─── Records provided ───

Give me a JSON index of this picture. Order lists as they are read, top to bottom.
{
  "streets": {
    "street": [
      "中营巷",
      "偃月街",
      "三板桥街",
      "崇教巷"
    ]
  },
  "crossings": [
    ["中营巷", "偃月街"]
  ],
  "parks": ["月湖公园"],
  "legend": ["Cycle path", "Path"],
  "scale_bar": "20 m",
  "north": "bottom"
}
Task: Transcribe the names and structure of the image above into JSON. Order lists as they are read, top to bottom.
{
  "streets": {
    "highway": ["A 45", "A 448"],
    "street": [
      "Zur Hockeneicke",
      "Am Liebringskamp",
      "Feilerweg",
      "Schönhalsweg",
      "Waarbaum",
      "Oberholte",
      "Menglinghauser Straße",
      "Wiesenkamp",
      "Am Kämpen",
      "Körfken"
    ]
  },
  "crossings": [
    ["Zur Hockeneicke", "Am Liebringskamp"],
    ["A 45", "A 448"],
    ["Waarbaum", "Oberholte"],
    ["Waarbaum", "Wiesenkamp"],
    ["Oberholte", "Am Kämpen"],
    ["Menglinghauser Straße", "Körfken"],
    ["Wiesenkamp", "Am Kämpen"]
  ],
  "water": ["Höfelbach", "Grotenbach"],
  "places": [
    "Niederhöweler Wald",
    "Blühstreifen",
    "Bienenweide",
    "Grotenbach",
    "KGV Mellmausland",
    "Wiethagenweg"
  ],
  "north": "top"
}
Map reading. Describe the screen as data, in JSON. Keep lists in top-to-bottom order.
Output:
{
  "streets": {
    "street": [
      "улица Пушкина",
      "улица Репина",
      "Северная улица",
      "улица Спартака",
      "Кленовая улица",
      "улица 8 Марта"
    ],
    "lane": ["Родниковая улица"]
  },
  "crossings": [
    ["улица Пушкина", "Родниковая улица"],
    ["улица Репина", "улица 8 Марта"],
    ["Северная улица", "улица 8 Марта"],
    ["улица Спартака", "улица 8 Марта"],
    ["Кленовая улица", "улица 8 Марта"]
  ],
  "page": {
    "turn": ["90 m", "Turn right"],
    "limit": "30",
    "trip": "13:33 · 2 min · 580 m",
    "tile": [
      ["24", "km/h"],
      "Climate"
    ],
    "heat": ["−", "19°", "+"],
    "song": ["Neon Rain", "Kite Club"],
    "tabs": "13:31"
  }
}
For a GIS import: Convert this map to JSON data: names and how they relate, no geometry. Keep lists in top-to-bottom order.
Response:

───

The answer consists of every line above in which the word "data" occurs.

Map reading. Describe the screen as data, in JSON. Keep lists in top-to-bottom order.
For a GIS import: Convert this map to JSON data: names and how they relate, no geometry. Keep lists in top-to-bottom order.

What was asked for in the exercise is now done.